As Johnson says, the ending of The Last Jedi is all about hope for the future of the Resistance. When Kylo Ren corners the Resistance on Crait, there are only a few dozen of committed fighters left. And though there may be others sympathetic to the Resistance sprinkled throughout the galaxy, none of these potential allies were willing to come to Crait to save General Leia, even with the use of her personal code. Even though the Resistance survives, their numbers are so low it seems almost impossible to imagine that they would ever defeat the First Order. And then, thanks to the little boy, we see that the Resistance will continue to grow, until one day, they can take back the galaxy.
As the ending shows, Luke's dying act was not only to save Poe, Finn, Rose, Leia, and the other Resistance members, but also to inspire a new generation of the Resistance. This could also be read as an acknowledgement of what Luke Skywalker has meant to fans since his debut in A New Hope. As the original Star Wars protagonist, Luke inspired countless fans over the years, just as his last stand has inspired they little boy in the film.

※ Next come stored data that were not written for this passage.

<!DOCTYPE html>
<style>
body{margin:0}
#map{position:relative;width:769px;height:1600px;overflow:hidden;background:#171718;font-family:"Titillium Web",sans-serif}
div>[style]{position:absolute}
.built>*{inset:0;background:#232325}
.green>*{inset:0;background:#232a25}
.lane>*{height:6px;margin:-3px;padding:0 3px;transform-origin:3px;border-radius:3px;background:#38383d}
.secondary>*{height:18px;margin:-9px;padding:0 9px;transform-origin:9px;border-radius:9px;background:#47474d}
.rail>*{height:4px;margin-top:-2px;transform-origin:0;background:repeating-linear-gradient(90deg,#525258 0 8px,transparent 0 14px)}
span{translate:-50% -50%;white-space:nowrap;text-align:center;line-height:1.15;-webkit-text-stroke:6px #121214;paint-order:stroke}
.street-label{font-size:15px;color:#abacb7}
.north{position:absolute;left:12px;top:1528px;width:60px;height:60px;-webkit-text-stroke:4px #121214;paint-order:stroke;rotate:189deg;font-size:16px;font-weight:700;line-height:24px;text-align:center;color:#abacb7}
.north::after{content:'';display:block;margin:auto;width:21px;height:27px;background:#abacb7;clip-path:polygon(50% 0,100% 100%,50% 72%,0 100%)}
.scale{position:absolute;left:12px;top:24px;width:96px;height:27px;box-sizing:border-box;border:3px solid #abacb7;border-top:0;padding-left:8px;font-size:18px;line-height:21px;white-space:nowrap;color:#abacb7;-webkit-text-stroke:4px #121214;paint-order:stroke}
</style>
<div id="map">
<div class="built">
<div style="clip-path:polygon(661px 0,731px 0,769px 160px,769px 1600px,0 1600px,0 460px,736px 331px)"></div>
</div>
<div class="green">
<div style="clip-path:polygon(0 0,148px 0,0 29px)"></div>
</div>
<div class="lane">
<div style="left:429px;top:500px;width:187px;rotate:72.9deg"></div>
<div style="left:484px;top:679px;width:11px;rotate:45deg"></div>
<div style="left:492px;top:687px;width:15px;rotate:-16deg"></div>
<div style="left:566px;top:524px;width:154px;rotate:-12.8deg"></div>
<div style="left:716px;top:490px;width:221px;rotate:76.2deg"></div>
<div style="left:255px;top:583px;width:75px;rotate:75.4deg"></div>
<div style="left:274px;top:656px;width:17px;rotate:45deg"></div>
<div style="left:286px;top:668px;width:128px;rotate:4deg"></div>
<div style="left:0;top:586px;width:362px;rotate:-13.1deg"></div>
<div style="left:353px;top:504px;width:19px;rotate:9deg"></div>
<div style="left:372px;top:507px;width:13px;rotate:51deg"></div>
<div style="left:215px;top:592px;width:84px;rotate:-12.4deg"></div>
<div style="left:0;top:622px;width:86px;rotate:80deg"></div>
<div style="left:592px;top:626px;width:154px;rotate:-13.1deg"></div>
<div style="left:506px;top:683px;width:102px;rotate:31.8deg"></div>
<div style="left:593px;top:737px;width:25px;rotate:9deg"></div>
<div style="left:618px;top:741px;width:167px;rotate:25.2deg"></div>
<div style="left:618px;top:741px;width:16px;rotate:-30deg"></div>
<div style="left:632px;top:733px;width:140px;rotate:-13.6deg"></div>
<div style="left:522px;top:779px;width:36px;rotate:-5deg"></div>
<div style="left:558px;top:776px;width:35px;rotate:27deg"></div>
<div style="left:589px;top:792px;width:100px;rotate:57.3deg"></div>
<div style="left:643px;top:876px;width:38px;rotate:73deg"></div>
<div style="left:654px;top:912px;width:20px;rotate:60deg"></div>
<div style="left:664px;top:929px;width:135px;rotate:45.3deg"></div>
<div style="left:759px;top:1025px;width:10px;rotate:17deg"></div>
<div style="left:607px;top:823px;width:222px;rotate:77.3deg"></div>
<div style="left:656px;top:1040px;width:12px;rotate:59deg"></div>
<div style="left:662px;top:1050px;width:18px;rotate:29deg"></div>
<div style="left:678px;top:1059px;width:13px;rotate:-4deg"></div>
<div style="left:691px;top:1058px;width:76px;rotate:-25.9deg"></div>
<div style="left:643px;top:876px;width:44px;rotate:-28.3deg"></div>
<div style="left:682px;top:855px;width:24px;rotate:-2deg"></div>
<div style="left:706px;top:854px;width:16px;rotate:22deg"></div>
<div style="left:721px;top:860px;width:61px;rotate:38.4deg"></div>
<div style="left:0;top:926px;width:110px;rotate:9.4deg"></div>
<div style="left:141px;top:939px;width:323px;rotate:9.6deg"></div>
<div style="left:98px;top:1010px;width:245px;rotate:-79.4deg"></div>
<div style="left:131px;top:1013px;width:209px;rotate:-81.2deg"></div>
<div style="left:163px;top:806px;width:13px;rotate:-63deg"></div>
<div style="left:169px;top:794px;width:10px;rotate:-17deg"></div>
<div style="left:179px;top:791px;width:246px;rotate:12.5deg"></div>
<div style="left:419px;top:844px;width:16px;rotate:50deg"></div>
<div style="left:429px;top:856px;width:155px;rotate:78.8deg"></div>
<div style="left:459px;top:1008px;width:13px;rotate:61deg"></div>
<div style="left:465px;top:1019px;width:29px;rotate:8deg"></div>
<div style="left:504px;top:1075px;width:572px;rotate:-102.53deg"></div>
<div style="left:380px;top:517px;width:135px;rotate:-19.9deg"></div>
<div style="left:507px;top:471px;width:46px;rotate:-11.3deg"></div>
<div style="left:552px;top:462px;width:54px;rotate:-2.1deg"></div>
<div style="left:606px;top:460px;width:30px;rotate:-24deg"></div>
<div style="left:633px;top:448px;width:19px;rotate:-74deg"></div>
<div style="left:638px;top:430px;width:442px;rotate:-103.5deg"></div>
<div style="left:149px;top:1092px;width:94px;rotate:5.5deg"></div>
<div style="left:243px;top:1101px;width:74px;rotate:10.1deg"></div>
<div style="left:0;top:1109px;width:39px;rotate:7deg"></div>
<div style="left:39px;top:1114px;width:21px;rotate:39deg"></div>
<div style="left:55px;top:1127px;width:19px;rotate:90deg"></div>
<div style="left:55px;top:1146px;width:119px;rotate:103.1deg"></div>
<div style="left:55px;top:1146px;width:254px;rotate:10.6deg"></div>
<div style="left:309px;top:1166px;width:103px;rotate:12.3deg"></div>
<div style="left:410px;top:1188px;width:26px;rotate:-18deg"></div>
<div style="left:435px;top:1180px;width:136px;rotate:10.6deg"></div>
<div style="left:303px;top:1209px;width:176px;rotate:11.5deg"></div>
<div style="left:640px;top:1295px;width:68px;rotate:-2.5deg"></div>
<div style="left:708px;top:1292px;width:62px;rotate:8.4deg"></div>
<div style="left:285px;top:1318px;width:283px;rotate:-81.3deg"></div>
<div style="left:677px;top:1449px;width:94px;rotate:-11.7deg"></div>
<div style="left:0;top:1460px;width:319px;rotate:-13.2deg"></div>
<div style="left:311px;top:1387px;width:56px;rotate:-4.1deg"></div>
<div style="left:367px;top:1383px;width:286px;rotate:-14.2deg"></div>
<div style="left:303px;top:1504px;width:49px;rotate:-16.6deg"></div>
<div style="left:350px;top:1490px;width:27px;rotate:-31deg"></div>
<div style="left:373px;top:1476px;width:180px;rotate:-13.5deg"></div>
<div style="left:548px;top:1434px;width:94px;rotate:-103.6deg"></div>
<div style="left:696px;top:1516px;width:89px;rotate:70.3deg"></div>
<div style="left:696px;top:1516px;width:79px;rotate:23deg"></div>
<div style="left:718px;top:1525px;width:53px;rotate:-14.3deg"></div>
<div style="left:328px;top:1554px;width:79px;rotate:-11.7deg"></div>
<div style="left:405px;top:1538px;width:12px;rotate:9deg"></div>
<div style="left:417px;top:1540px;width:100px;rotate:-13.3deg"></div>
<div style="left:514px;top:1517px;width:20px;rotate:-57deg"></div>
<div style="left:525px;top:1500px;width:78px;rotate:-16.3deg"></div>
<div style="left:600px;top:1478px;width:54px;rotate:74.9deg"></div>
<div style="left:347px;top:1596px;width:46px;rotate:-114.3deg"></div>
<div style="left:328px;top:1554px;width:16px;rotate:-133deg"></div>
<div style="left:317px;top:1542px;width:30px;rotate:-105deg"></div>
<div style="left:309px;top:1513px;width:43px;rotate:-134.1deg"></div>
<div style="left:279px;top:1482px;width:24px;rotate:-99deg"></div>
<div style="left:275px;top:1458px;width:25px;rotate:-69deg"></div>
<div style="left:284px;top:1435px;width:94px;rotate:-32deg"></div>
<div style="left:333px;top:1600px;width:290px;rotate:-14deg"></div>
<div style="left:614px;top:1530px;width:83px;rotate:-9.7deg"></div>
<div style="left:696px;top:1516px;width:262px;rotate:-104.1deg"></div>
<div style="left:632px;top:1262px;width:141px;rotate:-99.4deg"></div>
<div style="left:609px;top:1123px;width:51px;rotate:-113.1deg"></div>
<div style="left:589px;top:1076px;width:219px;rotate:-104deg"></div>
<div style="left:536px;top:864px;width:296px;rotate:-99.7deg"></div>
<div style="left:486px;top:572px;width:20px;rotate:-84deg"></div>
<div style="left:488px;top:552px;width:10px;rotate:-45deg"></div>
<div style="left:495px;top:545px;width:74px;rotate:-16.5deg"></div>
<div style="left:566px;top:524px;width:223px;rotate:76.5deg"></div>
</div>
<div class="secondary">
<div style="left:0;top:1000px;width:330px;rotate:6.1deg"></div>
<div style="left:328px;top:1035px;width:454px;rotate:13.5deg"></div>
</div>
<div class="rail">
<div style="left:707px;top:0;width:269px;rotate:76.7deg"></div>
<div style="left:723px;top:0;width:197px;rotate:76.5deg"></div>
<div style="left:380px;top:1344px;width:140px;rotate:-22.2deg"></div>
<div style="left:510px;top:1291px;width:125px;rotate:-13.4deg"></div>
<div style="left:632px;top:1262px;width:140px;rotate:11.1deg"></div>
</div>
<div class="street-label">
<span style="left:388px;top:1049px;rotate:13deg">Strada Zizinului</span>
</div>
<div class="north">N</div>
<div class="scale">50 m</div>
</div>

Luke Skywalker tribute aside, the ending of The Last Jedi ushers in a new future for the Star Wars franchise — one full of stories that have nothing to do with the Skywalker family. Granted, the Star Wars universe has been expanded beyond the Skywalkers before, with books and television series, but live action films have tended to stay firmly within the Skywalker bloodline. Now that The Last Jedi has established Rey's parents as junk traders and Rey as the reigning Jedi of the Resistance (RIP Luke), it's clear that the hero of this new fight isn't in the Skywalker family — and that's a good thing.
As Star Wars continues to expand beyond the original trilogy, it's only natural that the franchise heroes also change. Though it might be hard for some fanboys to admit, moving beyond Skywalker heroes isn't just what is going to save the Resistance, it's what is going to save Star Wars. It's time for new stories, new heroes, and new corners of the galaxy to be discovered. And as long as the Force lives beyond the Skywalkers, there will be more stories to tell.